Micro-benchmarks (Criterion)

Run benchmarks for a specific crate:

bash
# Core inventory operations
cargo bench -p rustledger-core

# Parser performance
cargo bench -p rustledger-parser

# BQL query engine
cargo bench -p rustledger-query

# Validation engine
cargo bench -p rustledger-validate

# Full pipeline (parse → validate → interpolate)
cargo bench -p rustledger

Run a specific benchmark:

bash
cargo bench -p rustledger-parser -- parse_large
cargo bench -p rustledger-core -- inventory_merge

Results are saved to target/criterion/ with HTML reports. Open target/criterion/report/index.html in a browser to view interactive charts.

Full Tool Comparison (Local)

Compare rustledger against beancount, ledger, and hledger:

bash
# Enter benchmark environment (downloads comparison tools)
nix develop .#bench

# Run comparison benchmark (default: 10,000 transactions)
./scripts/bench.sh

# Custom transaction count
./scripts/bench.sh 50000

Benchmark Systems in Detail

1. Criterion Micro-benchmarks

Located in crates/*/benches/. Each crate has focused benchmarks:

rustledger-core (inventory_bench.rs)

  • inventory_add - Adding positions to inventory
  • inventory_merge - Merging two inventories
  • reduce_fifo/lifo/strict - Cost basis reduction methods
  • inventory_units/book_value/at_cost - Query operations

rustledger-parser (parser_bench.rs)

  • parse_small/medium/large - Parsing different file sizes
  • parse_scaling - Scaling behavior (10→1000 transactions)
  • tokenize_* - Lexer-only performance
  • tokenize_vs_parse - Lexer vs full parser comparison

rustledger-query (query_bench.rs)

  • query_simple_select - Basic SELECT queries
  • query_where - WHERE clause with regex
  • query_group_by - Aggregation queries
  • query_balances - Built-in BALANCES query
  • query_scaling - Query scaling (100→5000 directives)

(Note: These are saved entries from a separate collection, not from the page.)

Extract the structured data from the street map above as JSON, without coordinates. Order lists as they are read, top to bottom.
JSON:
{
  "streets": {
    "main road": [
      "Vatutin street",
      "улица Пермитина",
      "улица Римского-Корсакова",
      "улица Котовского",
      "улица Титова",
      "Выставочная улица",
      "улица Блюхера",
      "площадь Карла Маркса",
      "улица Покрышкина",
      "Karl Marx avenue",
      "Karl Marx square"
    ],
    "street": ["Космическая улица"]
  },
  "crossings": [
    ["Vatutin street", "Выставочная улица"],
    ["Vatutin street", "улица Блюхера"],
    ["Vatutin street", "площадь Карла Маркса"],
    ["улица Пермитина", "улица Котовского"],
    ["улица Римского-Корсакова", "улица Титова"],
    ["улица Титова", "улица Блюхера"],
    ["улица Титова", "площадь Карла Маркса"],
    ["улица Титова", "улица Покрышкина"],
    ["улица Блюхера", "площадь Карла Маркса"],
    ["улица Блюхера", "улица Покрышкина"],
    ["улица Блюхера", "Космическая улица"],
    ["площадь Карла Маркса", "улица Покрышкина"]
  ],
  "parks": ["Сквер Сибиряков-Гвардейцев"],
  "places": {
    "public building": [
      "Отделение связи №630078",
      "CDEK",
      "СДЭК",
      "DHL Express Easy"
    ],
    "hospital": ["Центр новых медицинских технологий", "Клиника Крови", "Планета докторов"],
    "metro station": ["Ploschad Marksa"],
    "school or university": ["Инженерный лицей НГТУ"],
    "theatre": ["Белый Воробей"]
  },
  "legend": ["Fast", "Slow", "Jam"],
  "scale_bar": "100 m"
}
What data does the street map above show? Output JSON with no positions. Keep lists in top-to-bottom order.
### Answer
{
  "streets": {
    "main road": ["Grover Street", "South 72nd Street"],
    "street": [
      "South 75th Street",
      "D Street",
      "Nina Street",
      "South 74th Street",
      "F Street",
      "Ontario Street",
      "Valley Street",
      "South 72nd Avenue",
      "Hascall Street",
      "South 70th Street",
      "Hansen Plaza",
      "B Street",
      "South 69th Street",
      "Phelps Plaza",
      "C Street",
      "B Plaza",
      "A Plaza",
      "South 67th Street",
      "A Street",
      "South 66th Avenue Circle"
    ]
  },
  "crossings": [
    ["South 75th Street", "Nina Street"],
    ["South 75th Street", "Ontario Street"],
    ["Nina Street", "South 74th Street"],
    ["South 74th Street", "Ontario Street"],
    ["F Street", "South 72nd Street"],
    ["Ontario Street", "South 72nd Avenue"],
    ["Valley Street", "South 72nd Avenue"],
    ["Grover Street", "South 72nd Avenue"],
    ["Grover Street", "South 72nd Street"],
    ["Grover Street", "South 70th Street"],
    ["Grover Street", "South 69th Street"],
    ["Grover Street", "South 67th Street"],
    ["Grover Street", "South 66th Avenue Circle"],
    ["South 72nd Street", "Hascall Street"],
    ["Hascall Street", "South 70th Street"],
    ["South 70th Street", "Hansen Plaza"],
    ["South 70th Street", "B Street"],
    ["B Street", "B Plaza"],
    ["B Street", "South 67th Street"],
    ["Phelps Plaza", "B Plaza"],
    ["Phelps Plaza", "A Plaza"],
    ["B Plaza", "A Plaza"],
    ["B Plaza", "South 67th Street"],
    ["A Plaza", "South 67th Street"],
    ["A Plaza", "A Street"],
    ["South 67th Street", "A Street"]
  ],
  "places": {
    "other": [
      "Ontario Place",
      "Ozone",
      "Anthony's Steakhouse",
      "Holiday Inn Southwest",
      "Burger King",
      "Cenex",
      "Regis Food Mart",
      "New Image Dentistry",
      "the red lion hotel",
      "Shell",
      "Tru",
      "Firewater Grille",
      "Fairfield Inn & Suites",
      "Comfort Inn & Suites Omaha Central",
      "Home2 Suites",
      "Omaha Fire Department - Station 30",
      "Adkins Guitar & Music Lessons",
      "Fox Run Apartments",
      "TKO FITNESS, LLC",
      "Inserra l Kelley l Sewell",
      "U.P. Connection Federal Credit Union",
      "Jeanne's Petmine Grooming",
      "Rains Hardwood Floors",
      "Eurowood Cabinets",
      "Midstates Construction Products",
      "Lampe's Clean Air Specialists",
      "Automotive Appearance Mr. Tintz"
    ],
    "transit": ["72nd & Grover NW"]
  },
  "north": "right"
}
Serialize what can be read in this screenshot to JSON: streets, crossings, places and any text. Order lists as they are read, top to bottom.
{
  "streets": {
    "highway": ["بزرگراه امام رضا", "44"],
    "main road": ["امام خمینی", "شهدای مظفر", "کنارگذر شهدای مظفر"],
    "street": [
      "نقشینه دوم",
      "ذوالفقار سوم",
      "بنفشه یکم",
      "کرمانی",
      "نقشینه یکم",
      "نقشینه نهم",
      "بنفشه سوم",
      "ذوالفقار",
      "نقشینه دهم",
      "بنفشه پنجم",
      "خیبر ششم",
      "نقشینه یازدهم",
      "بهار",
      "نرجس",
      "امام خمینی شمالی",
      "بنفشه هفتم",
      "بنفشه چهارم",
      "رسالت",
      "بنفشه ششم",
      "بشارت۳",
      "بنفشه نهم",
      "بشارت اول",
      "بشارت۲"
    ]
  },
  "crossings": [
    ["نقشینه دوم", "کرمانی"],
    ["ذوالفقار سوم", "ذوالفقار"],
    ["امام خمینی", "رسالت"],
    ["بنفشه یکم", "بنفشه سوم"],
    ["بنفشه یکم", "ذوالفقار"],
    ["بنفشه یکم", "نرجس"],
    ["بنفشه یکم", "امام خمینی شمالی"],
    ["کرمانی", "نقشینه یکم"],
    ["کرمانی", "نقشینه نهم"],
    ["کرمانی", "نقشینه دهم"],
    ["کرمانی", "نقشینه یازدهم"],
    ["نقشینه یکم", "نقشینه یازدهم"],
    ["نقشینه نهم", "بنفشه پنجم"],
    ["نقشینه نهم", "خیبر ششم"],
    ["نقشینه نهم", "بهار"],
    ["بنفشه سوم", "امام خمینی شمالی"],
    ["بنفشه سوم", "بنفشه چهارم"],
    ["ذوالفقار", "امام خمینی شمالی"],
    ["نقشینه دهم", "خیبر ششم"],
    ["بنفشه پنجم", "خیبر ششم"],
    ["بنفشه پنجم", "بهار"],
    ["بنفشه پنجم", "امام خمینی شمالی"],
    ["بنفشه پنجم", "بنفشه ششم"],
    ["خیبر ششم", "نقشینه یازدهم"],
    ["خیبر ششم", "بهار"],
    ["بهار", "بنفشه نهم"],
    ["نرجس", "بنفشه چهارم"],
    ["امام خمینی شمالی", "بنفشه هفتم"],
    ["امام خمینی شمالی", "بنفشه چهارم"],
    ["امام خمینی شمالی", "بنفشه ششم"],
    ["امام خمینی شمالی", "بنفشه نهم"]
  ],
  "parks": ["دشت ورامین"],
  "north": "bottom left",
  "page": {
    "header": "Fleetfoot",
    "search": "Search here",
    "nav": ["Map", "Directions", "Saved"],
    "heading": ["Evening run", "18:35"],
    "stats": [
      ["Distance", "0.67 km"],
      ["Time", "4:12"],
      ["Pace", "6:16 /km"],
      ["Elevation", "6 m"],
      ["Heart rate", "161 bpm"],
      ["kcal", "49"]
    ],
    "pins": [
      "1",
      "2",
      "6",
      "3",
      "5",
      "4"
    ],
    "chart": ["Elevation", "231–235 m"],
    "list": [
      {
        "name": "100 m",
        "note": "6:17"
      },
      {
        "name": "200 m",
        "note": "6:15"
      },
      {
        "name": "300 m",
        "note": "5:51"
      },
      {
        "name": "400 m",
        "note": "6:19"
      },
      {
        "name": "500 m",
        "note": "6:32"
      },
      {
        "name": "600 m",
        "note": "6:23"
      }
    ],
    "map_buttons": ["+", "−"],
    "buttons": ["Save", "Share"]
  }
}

rustledger-validate (validate_bench.rs)

  • validate_valid - Valid ledgers without errors
  • validate_with_errors - Ledgers with validation errors
  • validate_balance_assertions - Balance assertion checking

rustledger (pipeline_bench.rs)

  • pipeline_parse - Parse-only baseline
  • pipeline_parse_validate - Parse + validate
  • pipeline_full - Full pipeline including interpolation
  • throughput - Raw transaction throughput (10K transactions)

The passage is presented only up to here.